Regarding RSA public exponents, there is some debate in the cryptography and compliance community of whether to require a public exponent that isn’t “too small”. Using 3 is not inherently insecure. There were attacks on early uses of RSA with small exponents, but that was due to the lack of proper padding (such as PKCS#1 padding modes, which is all Mbed TLS supports unless you call mbedtls_rsa_public() directly). A small public exponent may make some side channel or fault injection attacks easier, but there’s no consensus that the small exponent really helps the attacker. If you’re interested in the topic, I recommend padding - What security authorities and standards reject $e=3$ in RSA, when, and with what rationale? - Cryptography Stack Exchange and the references cited there.

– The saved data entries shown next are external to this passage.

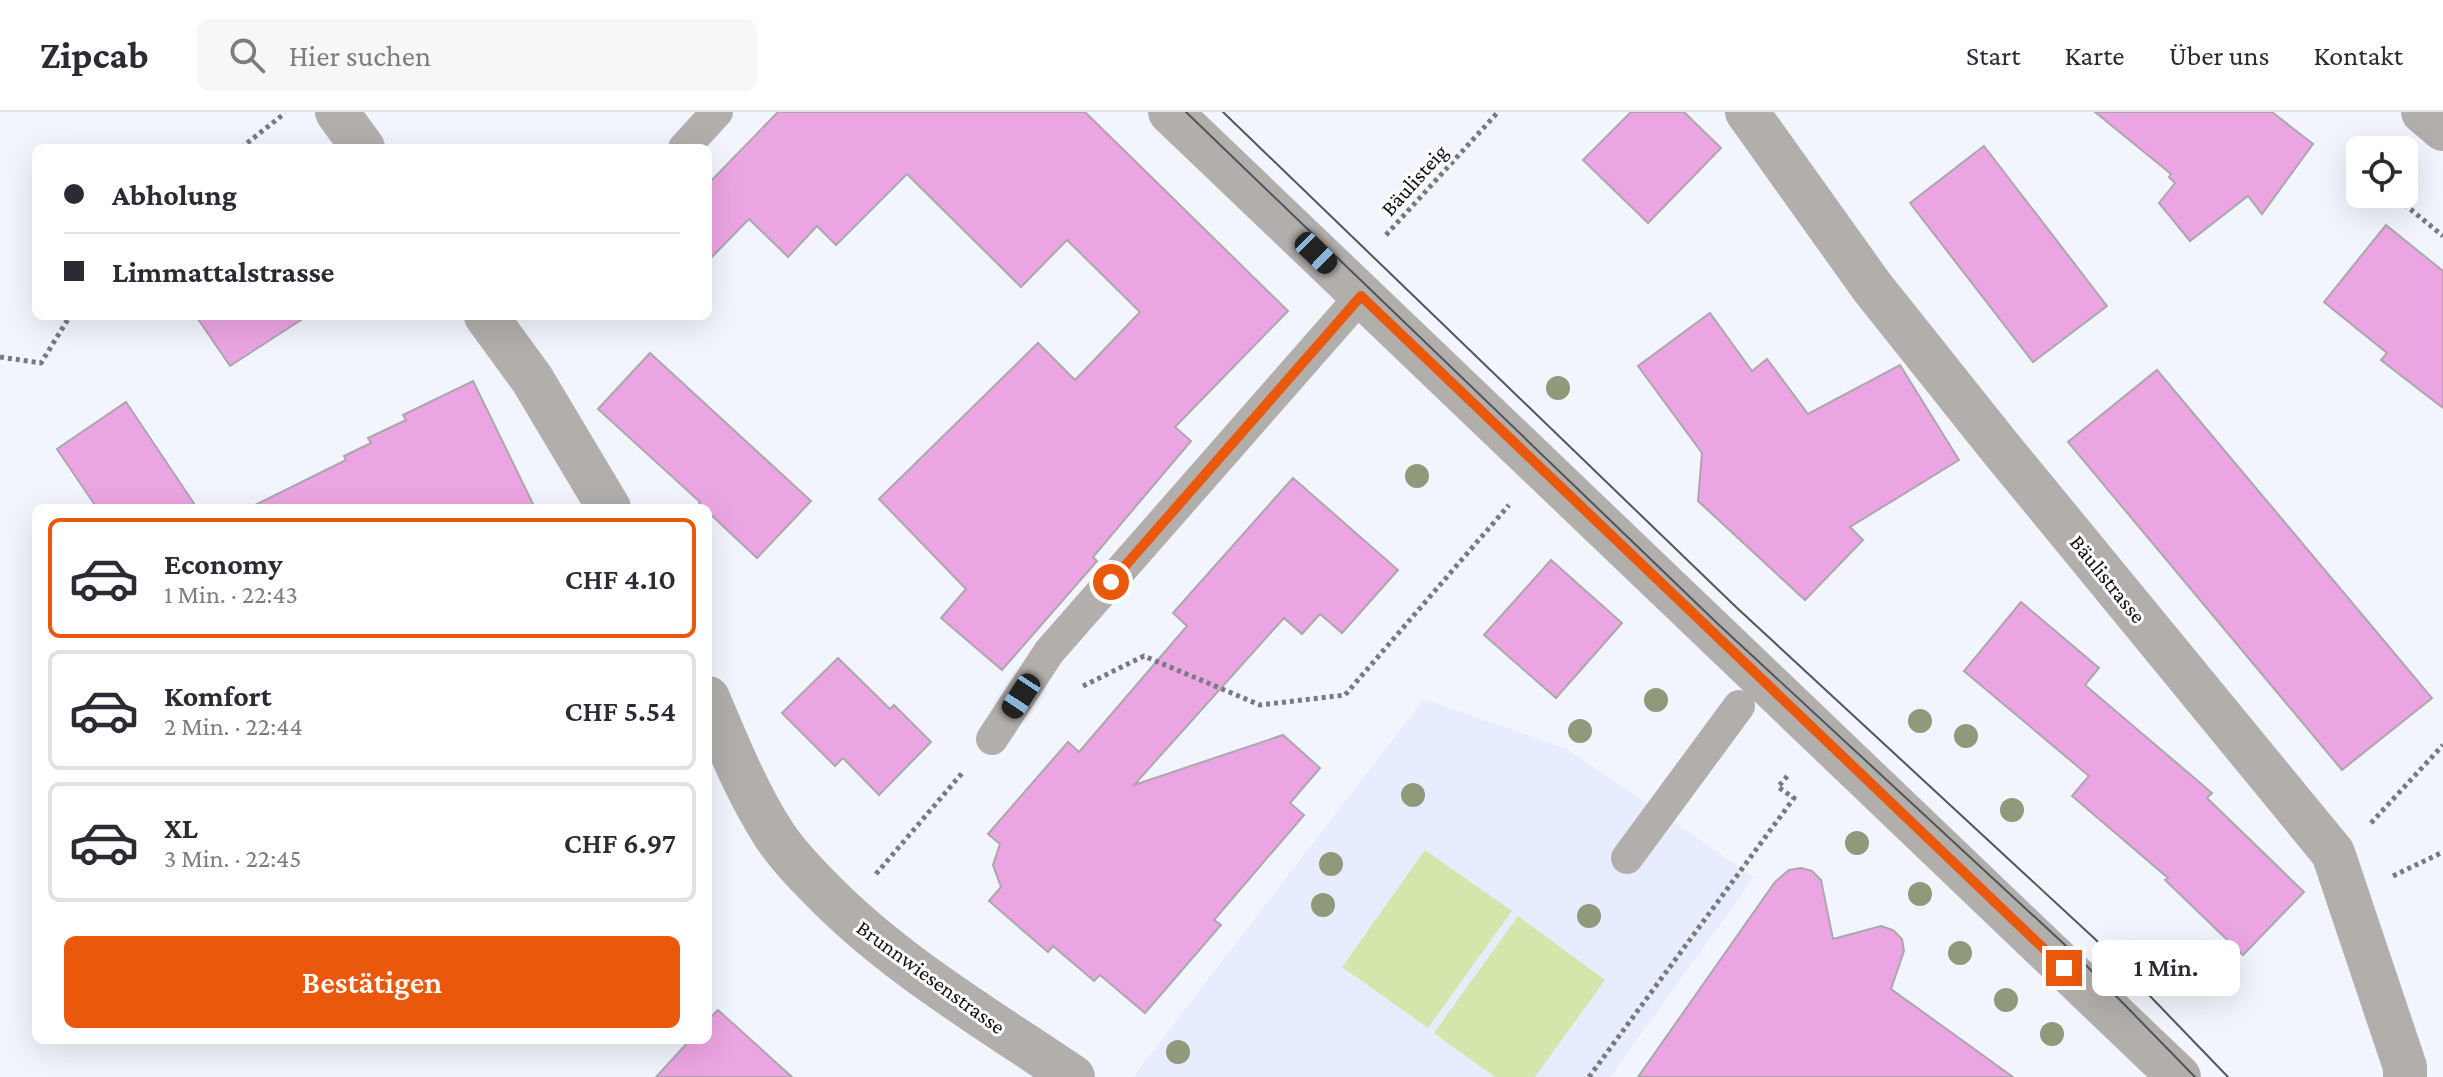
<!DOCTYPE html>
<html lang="de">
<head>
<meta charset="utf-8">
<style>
	:root { --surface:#fff; --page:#f7f7f7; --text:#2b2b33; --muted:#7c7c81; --line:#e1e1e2; --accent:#ea580c }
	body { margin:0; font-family:"Crimson Pro",serif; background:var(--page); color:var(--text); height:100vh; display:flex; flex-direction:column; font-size:30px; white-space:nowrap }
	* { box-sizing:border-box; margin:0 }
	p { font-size:26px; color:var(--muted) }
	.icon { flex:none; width:44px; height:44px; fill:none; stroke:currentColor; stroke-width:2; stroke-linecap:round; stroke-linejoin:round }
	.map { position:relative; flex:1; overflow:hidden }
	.panel { position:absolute; left:32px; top:392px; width:680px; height:540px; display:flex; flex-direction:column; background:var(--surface); border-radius:12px; box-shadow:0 8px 32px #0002 }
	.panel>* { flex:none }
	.top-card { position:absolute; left:32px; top:32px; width:680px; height:176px; border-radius:12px; box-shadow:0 8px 32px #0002; display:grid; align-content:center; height:176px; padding:0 32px; background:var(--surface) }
	.fabs { position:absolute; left:2346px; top:24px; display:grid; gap:16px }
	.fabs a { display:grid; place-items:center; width:72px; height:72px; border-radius:12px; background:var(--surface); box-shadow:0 8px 32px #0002; font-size:40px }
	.end { position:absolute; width:36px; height:36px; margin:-18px; border:10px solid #ea580c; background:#fff; box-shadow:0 0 0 4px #fff }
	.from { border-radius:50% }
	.bubble { position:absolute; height:56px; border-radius:12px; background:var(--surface); box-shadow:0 8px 32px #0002; font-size:26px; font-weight:600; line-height:56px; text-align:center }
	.car { position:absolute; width:24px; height:48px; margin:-24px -12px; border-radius:10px; box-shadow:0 0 6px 2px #0007; background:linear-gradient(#222 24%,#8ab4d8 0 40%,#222 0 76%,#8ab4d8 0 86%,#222 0) }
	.top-card b { display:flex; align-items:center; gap:28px; height:76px; font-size:30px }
	.top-card b+b { border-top:2px solid var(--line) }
	.top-card i { width:20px; height:20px; background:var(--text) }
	ul { padding:14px 0 0; list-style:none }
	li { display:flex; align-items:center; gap:24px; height:120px; margin:0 16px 12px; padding:0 16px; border:4px solid var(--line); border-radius:12px }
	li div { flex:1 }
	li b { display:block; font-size:30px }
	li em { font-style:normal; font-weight:600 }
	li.active { border-color:var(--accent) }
	li>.icon { width:72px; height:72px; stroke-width:1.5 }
	.cta { display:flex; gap:16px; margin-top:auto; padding:16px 32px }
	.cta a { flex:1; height:92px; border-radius:12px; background:var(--accent); color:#fff; font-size:32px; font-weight:600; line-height:92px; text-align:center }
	header { display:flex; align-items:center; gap:48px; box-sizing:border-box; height:112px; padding:0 40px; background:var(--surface); border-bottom:2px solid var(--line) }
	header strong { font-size:38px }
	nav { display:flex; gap:44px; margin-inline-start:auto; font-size:28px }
	.search { width:560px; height:72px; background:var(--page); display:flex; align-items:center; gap:20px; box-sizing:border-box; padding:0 28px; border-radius:12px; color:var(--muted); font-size:30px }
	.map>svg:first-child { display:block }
	.built { fill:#e7ecfe }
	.green { fill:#d4e6ac }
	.building { fill:#eca5e3; stroke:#aea6ad; stroke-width:2 }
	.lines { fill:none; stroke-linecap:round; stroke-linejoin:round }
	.path { stroke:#787a80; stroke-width:5; stroke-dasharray:4 4; stroke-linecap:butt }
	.lane { stroke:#b2aeab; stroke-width:32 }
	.street { stroke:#b2aeab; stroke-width:44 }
	.tram { stroke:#525459; stroke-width:2 }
	.tree { fill:#90997a }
	.route { stroke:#ea580c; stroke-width:10 }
	.labels { text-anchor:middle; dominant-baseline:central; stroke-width:6; stroke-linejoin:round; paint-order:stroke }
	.street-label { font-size:22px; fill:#0e0f13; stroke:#fff }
</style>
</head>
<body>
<header>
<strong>Zipcab</strong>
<div class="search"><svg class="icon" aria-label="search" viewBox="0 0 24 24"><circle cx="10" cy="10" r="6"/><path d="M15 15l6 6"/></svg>Hier suchen</div>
<nav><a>Start</a><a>Karte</a><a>Über uns</a><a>Kontakt</a></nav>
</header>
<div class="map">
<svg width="2443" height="965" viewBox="0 0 2443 965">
	<rect width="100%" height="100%" fill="#f2f5fd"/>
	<path class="built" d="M1424 587 1567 637 1754 765 1610 965H1133Z"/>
	<g class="green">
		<path d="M1425 738 1512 799 1428 916 1342 855Z"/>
		<path d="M1518 804 1605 868 1535 965H1495L1434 921Z"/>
	</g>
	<g class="building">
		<path d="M778 0H1085L1288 199 1175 315 1191 329 1093 445 1097 449 1002 558 941 506 966 477 879 387 1038 231 1075 268 1140 200 1067 128 1021 175 907 62 836 133 817 114 788 145 749 107 708 149V72Z"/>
		<path d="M1631 0H1684L1721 36 1648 111 1583 48Z"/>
		<path d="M2095 0H2272L2313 32 2262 102 2248 84 2190 129 2159 91 2175 71 2169 65 2171 62Z"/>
		<path d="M1984 34 2107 194 2033 250 1910 91Z"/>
		<path d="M2386 113 2443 159V296L2381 248 2387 241 2324 190Z"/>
		<path d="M1710 201 1752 259 1767 247 1808 302 1900 253 1959 348 1850 415 1863 428 1805 488 1698 389 1702 341 1638 254Z"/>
		<path d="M196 204H307L230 254Z"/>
		<path d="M650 241 811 389 757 446 708 400V396H704L699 391 700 390 598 297Z"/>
		<path d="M2157 258 2432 586 2342 658 2068 330Z"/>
		<path d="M473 269 535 396H249L346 348 344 344 371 331 368 326 406 308 403 303Z"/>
		<path d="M126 290 197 396H97L57 337Z"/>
		<path d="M1293 366 1398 458 1342 521 1320 502 1302 522 1284 506 1134 673 1283 623 1320 656 1290 691 1304 703 1214 808 1221 813 1145 901 1100 863 1094 869 1053 834 1048 840 989 789 1001 775 993 753 1000 732 988 722 1068 630 1079 640 1187 514 1173 501Z"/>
		<path d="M1551 448 1622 511 1556 586 1484 523Z"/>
		<path d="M2021 490 2099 556 2085 573 2212 681 2207 686 2304 780 2243 843 2165 768 2168 766 2072 684 2089 664 1964 559Z"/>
		<path d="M838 546 890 597 894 593 931 630 879 683 843 646 835 654 782 601Z"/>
		<path d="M1801 756 1812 759 1821 768 1833 827 1881 814 1893 818 1902 827 1904 839 1891 877 2013 965H1638L1775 770 1789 758Z"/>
		<path d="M718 898 792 965H656L690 928H708V908Z"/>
	</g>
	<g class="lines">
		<g class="path">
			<path d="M241 36 285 1"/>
			<path d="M2392 82 2443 124"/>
			<path d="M1386 123 1498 0"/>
			<path d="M0 245 41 251 70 204"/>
			<path d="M1083 574 1144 544 1260 593 1345 583 1509 393"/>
			<path d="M2371 711 2443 633"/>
			<path d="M876 762 963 660"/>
			<path d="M2393 764 2443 740"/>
			<path d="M1589 965 1794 686 1778 675 1789 662"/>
		</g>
		<g class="lane">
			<path d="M684 36 717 0"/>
			<path d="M992 627 1049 540 1361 184"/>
			<path d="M1627 746 1739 594"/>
		</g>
		<g class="street">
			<path d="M337 0 363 36"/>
			<path d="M1170 0 2179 965"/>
			<path d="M1747 0 1872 175 1998 333 2333 741 2405 955V965"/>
			<path d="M2423 0 2443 17"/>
			<path d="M486 204 532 267 609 396"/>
			<path d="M708 586C728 633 747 681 775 724 787 742 803 759 819 775 892 851 986 906 1073 965"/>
		</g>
		<g class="tram">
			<path d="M1186 0 1718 512 2078 845 2195 965"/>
			<path d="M1223 0 1736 495 2095 827 2228 965"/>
		</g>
	</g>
	<g class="tree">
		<circle cx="1558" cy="276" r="12"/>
		<circle cx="1417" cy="364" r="12"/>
		<circle cx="1656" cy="588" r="12"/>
		<circle cx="1920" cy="609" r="12"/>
		<circle cx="1580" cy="619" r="12"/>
		<circle cx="1966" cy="624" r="12"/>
		<circle cx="1413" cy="683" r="12"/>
		<circle cx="2012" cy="698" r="12"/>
		<circle cx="1857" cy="731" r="12"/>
		<circle cx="1331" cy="752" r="12"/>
		<circle cx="1920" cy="782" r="12"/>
		<circle cx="1323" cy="793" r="12"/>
		<circle cx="1589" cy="804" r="12"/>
		<circle cx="1960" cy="841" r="12"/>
		<circle cx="2006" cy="888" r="12"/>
		<circle cx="2052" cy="922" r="12"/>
		<circle cx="1178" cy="940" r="12"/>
	</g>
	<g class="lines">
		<path class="route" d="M1111 470 1361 184 2064 856"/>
	</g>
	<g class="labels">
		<g class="street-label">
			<text transform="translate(1414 68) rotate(-48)">Bäulisteig</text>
			<text transform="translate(2108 467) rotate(51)">Bäulistrasse</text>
			<text transform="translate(931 865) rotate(36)">Brunnwiesenstrasse</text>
		</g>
	</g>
</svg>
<div class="fabs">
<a><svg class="icon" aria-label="locate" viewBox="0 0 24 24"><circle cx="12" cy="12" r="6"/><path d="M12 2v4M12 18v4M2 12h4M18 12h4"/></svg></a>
</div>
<i class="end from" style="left:1111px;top:470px"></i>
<i class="end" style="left:2064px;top:856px"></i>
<div class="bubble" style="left:2092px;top:828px;width:148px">1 Min.</div>
<i class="car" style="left:1316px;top:141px;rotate:134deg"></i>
<i class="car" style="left:1021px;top:584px;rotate:213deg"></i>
<div class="top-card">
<b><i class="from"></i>Abholung</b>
<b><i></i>Limmattalstrasse</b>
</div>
<section class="panel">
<ul>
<li class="active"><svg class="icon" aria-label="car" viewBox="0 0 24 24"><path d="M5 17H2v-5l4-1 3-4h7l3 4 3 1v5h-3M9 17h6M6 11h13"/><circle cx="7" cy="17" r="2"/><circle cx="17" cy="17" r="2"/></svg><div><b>Economy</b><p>1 Min. · 22:43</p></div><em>CHF 4.10</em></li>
<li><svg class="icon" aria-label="car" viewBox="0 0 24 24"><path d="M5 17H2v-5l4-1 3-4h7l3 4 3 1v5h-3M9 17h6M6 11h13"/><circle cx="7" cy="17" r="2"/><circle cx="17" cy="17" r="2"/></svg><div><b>Komfort</b><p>2 Min. · 22:44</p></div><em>CHF 5.54</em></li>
<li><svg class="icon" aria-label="car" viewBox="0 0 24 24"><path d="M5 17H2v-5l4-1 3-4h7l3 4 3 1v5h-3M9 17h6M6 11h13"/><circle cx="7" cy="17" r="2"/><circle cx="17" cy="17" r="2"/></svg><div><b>XL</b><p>3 Min. · 22:45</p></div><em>CHF 6.97</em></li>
</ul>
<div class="cta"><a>Bestätigen</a></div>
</section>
</div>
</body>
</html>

Since 3 has a significant performance benefit over 2^16+1 when verifying signatures or encrypting data, and it is secure and permitted by some authorities, the library permits it.

If the exponent is between 2^16 and 2^256 then the key generation procedure compiles with FIPS 186-4. Specifically it uses a Miller-Rabin probabilistic test with the number of iterations specified in FIPS 186-4.

FIPS 186-4 doesn’t allow smaller exponents, so if the exponent is 2^16, the FIPS specification doesn’t say what parameters to use for Miller-Rabin. To use the library in a FIPS-compliant way, you must not use a smaller public exponent. The library itself won’t prevent you.